▼▼▼
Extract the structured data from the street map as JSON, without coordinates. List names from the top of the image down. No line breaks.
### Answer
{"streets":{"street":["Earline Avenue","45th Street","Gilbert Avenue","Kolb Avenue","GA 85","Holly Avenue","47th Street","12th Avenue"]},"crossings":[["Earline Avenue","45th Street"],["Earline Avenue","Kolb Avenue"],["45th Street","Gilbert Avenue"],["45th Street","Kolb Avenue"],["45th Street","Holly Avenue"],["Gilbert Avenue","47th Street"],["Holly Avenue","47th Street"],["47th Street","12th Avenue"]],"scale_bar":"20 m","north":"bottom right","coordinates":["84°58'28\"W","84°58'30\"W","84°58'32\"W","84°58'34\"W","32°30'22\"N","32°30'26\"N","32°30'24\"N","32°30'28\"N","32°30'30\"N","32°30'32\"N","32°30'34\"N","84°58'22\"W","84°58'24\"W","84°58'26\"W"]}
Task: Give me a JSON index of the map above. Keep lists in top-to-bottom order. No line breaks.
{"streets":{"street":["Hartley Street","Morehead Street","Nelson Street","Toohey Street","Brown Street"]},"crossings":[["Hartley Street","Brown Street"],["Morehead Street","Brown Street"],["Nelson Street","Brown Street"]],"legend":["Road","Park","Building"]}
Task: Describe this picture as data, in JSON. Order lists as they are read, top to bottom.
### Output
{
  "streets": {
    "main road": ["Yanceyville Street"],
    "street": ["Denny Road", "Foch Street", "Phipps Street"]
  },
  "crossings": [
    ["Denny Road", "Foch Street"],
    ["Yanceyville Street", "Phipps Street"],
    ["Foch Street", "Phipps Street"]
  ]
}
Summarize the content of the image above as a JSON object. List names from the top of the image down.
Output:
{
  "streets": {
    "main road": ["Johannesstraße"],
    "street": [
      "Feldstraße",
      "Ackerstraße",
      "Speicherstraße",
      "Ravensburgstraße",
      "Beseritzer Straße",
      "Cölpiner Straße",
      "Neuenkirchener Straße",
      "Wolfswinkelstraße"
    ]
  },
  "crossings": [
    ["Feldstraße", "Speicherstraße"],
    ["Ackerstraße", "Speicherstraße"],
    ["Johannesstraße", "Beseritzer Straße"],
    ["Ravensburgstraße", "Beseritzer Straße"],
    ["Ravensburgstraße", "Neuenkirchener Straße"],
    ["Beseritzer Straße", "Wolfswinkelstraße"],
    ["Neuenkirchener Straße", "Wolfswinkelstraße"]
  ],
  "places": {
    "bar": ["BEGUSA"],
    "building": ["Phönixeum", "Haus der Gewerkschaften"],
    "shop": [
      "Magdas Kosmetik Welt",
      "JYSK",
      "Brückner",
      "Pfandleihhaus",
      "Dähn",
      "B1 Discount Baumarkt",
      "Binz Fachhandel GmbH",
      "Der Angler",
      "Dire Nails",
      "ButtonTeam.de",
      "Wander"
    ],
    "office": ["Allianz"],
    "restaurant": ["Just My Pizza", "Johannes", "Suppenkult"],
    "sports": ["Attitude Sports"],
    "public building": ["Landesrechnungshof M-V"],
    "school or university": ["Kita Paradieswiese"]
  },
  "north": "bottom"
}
▲▲▲
Looking at the entries above, how many lines contain "names"? State the number and nothing more.

__SOLVED EXERCISE__. 2